From the Richmond Enquirer, 11/15/1864
NOV. 14, 1864.
The Ordnance Department of the Confederate States has
accomplished immense results of which the people are almost wholly ignorant. Its
results are daily seen, but by whom accomplished, by what means effects, by
whose skill directed, by whose talents guided, the people have not stopped to
inquire. Junction to a most useful department, to most industrious and
indefatigable officers, induces us to endeavor to point public attention more
particularly to this department.
When stating that the Richmond Arsenal has during the last
campaign, issued many millions of cartridges, it may be well to remind our
people that after the first battle of Manassas, there were not percussion caps
enough in the Confederacy for an ordinary skirmish of this campaign. Though rich
in material resources, the country had no experience in their collection or
manufacture, not skilled men to begin these necessary duties. And when it is
remembered that attended scientific knowledge, both in theory and in practice,
are required more in the Ordnance Department than in any other branch of the
service, the results of this corps will be more fully appreciated than the mere
statement in figures of its issues to the army. Of workshops and mechanics,
powder, nitre, saltpetre and caps, there were, practically none.

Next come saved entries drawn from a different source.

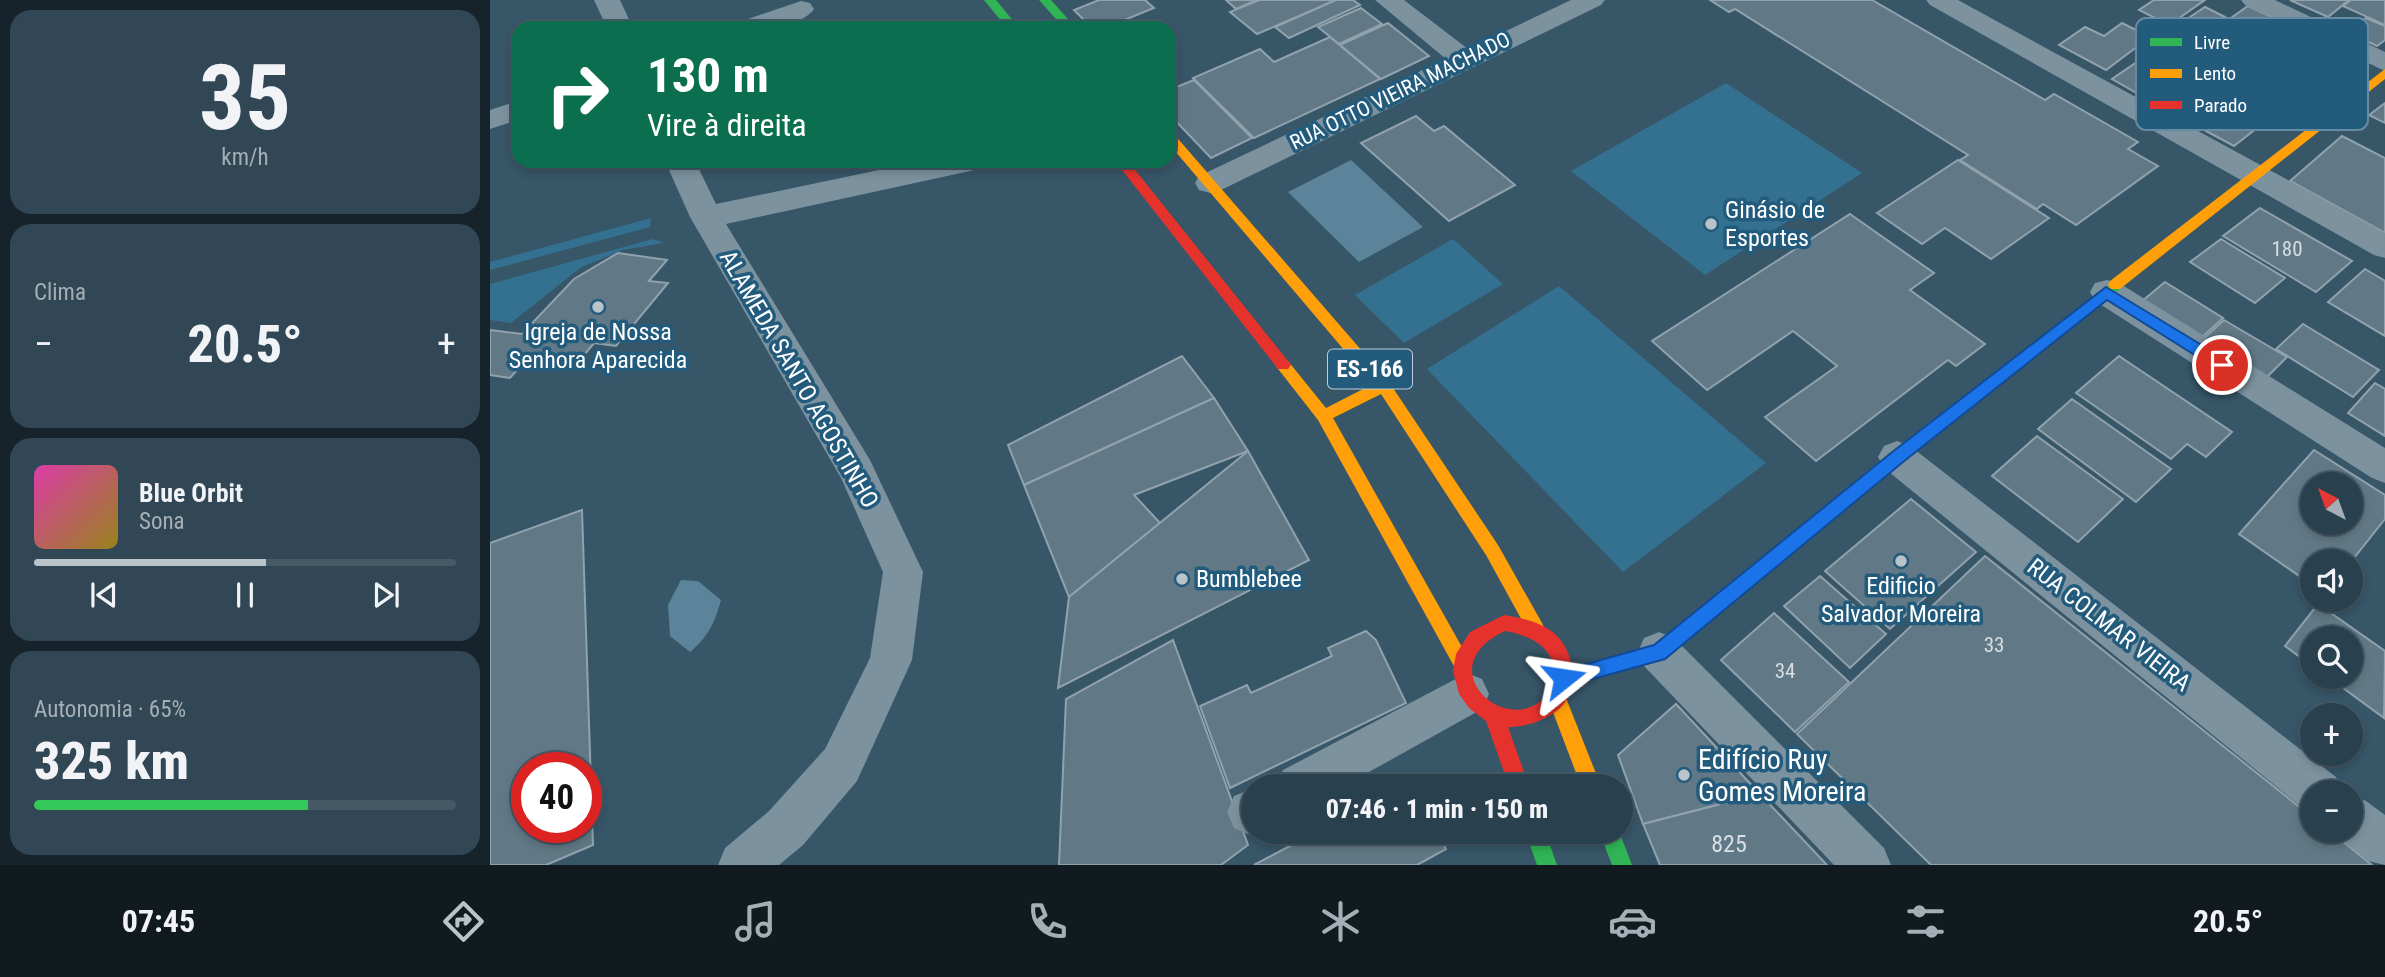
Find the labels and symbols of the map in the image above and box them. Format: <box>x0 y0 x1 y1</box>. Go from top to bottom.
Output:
legend <box>2136 18 2368 130</box>
street label: RUA OTTO VIEIRA MACHADO <box>1286 27 1514 155</box>
text: Livre <box>2194 31 2230 54</box>
text: Lento <box>2194 62 2236 85</box>
text: Parado <box>2194 94 2247 117</box>
place label: Ginásio de Esportes <box>1725 196 1825 252</box>
marker: Ginásio de Esportes <box>1703 216 1719 232</box>
house number: 180 <box>2271 237 2303 261</box>
street label: ALAMEDA SANTO AGOSTINHO <box>714 245 884 513</box>
marker: Igreja de Nossa Senhora Aparecida <box>590 299 606 315</box>
place label: Igreja de Nossa Senhora Aparecida <box>509 318 687 374</box>
pin <box>2192 335 2252 395</box>
road number: ES-166 <box>1328 350 1412 388</box>
north arrow <box>2300 472 2362 536</box>
marker: Edificio Salvador Moreira <box>1893 553 1909 569</box>
street label: RUA COLMAR VIEIRA <box>2022 553 2196 697</box>
place label: Bumblebee <box>1196 565 1302 593</box>
marker: Bumblebee <box>1174 571 1190 587</box>
place label: Edificio Salvador Moreira <box>1821 572 1981 628</box>
house number: 33 <box>1984 633 2004 657</box>
position arrow <box>1527 641 1601 715</box>
house number: 34 <box>1775 659 1795 683</box>
place label: Edifício Ruy Gomes Moreira <box>1698 743 1866 808</box>
speed limit sign: 40 <box>511 752 602 843</box>
marker: Edifício Ruy Gomes Moreira <box>1676 767 1692 783</box>
house number: 825 <box>1711 830 1747 858</box>

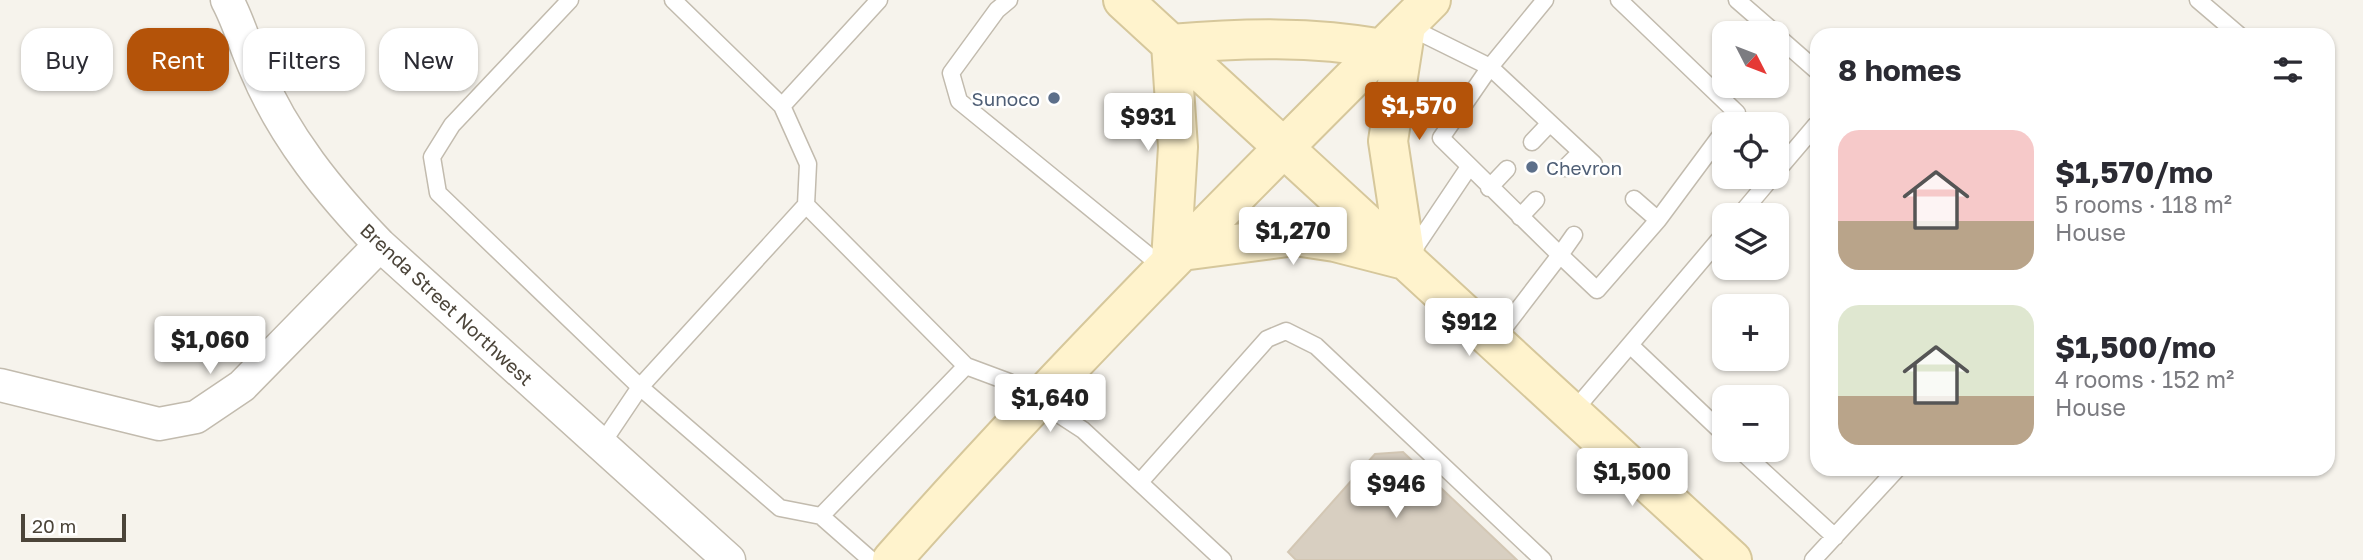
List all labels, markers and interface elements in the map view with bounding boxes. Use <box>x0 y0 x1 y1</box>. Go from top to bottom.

Whenever we have sought information from any of the
branches of this department, immediately they terrapinize, and, for fear of
information to the enemy, retire to their shells, keep their friends in total
ignorance; and as fire on their backs might produce an explosion, we must write
without specific knowledge.
The organization of the Nitre and Mining Corps was an
imperious necessity, and its successful operations have supplied the material
required for the immense issues of this Department. It has since swelled to a
separate Bureau, and is managed with consummate skill and talent. It was the
Ordnance Department which organized and directed the foreign importations of the
Government; which, under the fostering care and able management of this
Department, has also risen to a separate “Bureau of Foreign Supplies.”
The magnificent Power Mills at Augusta, the Arsenal there,
the National Armory and Central Laboratory at Macon, Ga., the arsenals at
Savannah, Columbus, Athens, Fayettesville, Raleigh, Salisbury and Richmond, all
attest the ability, skill, zeal and energy of the Chief of Ordnance and his
subordinate officers. The combination of private workshops, backed by the
immense resources of Tredegar, has made Richmond the great depot that supplied
the Army of Northern Virginia; and throughout all the difficulties that have
beset the Ordnance Department, in all the campaigns of this war, no disaster has
ever befallen our army from want of ordnance stores.

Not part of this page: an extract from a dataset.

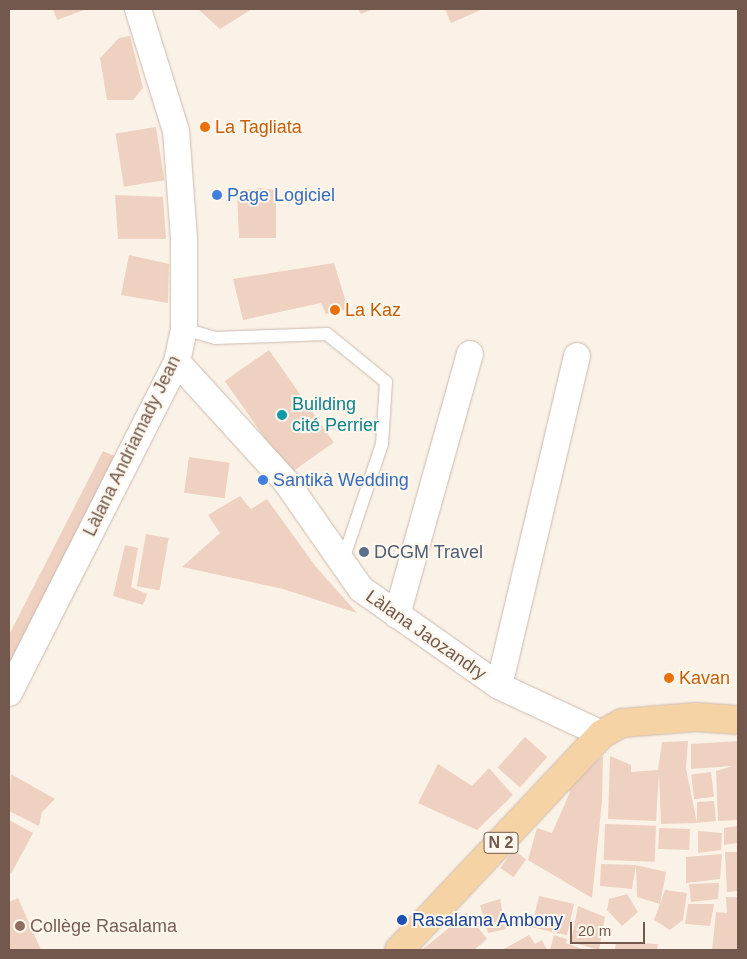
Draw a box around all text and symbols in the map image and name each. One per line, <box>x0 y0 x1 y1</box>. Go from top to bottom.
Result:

From the Richmond and the various other depots throughout
the States, come all the various grades of cannon, from the mountain howitzer to
the columbiad; all small arms; all cavalry equipment for man and horse; all
artillery equipments, and all ammunition for infantry, artillery and cavalry.
The industry and skill which have produced these results
deserve all praise and every reasonable reward which an appreciative Government
can bestow. And when to these are added a personal and professional courtesy,
after which many other departments might pattern, we have not said one word to
which every man will not assent who has transactions with this Department.
In point of numbers the Chief of Ordnance commands more men
than any division in the army. In point of scientific attainments his duties
require more knowledge than any branch of the service - and yet his rank is only
that or Colonel, while the Chiefs of the Conscript bureau and the
Quartermaster’s Department have been promoted to the rank of Brigadier General.
We hope it may be the pleasure of the Congress to examine into the Ordnance
Department, and where investigations to hunt out fraud and peculation are so
numerous, one may be instituted to promote and command the skill, energy, zeal
and faithfulness of the Chief of Ordnance and his subordinate officers.